**Data for this task**
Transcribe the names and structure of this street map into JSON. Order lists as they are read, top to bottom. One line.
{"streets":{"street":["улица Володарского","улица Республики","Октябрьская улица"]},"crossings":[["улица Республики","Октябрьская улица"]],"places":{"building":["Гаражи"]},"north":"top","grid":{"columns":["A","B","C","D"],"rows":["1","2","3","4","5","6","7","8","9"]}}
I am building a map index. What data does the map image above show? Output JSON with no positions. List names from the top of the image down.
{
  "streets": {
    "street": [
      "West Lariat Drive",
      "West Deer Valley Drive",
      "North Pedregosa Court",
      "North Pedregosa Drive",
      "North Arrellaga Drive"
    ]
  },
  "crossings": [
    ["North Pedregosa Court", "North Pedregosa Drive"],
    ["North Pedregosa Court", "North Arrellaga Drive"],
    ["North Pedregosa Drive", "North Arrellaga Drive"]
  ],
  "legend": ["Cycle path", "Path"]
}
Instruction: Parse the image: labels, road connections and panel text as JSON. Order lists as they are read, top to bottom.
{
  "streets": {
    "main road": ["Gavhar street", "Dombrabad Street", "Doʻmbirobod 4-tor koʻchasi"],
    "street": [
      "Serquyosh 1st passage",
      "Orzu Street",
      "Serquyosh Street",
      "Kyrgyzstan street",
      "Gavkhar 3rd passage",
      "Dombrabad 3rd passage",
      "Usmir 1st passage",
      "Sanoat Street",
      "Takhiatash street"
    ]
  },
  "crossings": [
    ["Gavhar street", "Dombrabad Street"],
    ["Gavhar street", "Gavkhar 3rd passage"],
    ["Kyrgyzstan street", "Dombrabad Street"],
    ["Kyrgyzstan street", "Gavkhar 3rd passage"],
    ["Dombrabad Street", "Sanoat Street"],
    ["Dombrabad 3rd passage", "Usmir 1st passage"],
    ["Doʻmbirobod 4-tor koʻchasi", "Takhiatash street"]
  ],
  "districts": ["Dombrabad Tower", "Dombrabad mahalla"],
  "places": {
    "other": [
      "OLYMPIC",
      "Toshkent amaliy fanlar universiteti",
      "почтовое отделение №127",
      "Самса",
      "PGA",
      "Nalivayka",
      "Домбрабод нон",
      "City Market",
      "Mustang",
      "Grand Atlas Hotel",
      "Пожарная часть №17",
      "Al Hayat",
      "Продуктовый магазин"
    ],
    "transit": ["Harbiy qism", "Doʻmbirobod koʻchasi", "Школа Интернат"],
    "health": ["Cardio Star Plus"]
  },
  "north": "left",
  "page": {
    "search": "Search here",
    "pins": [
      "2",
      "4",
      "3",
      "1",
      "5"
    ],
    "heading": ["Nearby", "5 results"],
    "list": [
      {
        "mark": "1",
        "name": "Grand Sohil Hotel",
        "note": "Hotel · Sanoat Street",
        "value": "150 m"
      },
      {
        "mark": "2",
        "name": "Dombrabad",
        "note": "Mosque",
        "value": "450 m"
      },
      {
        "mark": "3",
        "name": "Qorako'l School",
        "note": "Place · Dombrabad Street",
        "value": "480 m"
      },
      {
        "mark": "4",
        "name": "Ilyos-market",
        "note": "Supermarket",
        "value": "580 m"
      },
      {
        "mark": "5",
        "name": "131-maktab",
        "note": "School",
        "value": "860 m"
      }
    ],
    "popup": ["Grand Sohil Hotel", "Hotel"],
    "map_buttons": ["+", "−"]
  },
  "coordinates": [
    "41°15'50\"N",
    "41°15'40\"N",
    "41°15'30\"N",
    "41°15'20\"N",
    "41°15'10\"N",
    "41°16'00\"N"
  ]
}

**What the task asks**
From the first record to the last, copy everything exactly.

**Your solution**
Transcribe the names and structure of this street map into JSON. Order lists as they are read, top to bottom. One line.
{"streets":{"street":["улица Володарского","улица Республики","Октябрьская улица"]},"crossings":[["улица Республики","Октябрьская улица"]],"places":{"building":["Гаражи"]},"north":"top","grid":{"columns":["A","B","C","D"],"rows":["1","2","3","4","5","6","7","8","9"]}}
I am building a map index. What data does the map image above show? Output JSON with no positions. List names from the top of the image down.
{
  "streets": {
    "street": [
      "West Lariat Drive",
      "West Deer Valley Drive",
      "North Pedregosa Court",
      "North Pedregosa Drive",
      "North Arrellaga Drive"
    ]
  },
  "crossings": [
    ["North Pedregosa Court", "North Pedregosa Drive"],
    ["North Pedregosa Court", "North Arrellaga Drive"],
    ["North Pedregosa Drive", "North Arrellaga Drive"]
  ],
  "legend": ["Cycle path", "Path"]
}
Instruction: Parse the image: labels, road connections and panel text as JSON. Order lists as they are read, top to bottom.
{
  "streets": {
    "main road": ["Gavhar street", "Dombrabad Street", "Doʻmbirobod 4-tor koʻchasi"],
    "street": [
      "Serquyosh 1st passage",
      "Orzu Street",
      "Serquyosh Street",
      "Kyrgyzstan street",
      "Gavkhar 3rd passage",
      "Dombrabad 3rd passage",
      "Usmir 1st passage",
      "Sanoat Street",
      "Takhiatash street"
    ]
  },
  "crossings": [
    ["Gavhar street", "Dombrabad Street"],
    ["Gavhar street", "Gavkhar 3rd passage"],
    ["Kyrgyzstan street", "Dombrabad Street"],
    ["Kyrgyzstan street", "Gavkhar 3rd passage"],
    ["Dombrabad Street", "Sanoat Street"],
    ["Dombrabad 3rd passage", "Usmir 1st passage"],
    ["Doʻmbirobod 4-tor koʻchasi", "Takhiatash street"]
  ],
  "districts": ["Dombrabad Tower", "Dombrabad mahalla"],
  "places": {
    "other": [
      "OLYMPIC",
      "Toshkent amaliy fanlar universiteti",
      "почтовое отделение №127",
      "Самса",
      "PGA",
      "Nalivayka",
      "Домбрабод нон",
      "City Market",
      "Mustang",
      "Grand Atlas Hotel",
      "Пожарная часть №17",
      "Al Hayat",
      "Продуктовый магазин"
    ],
    "transit": ["Harbiy qism", "Doʻmbirobod koʻchasi", "Школа Интернат"],
    "health": ["Cardio Star Plus"]
  },
  "north": "left",
  "page": {
    "search": "Search here",
    "pins": [
      "2",
      "4",
      "3",
      "1",
      "5"
    ],
    "heading": ["Nearby", "5 results"],
    "list": [
      {
        "mark": "1",
        "name": "Grand Sohil Hotel",
        "note": "Hotel · Sanoat Street",
        "value": "150 m"
      },
      {
        "mark": "2",
        "name": "Dombrabad",
        "note": "Mosque",
        "value": "450 m"
      },
      {
        "mark": "3",
        "name": "Qorako'l School",
        "note": "Place · Dombrabad Street",
        "value": "480 m"
      },
      {
        "mark": "4",
        "name": "Ilyos-market",
        "note": "Supermarket",
        "value": "580 m"
      },
      {
        "mark": "5",
        "name": "131-maktab",
        "note": "School",
        "value": "860 m"
      }
    ],
    "popup": ["Grand Sohil Hotel", "Hotel"],
    "map_buttons": ["+", "−"]
  },
  "coordinates": [
    "41°15'50\"N",
    "41°15'40\"N",
    "41°15'30\"N",
    "41°15'20\"N",
    "41°15'10\"N",
    "41°16'00\"N"
  ]
}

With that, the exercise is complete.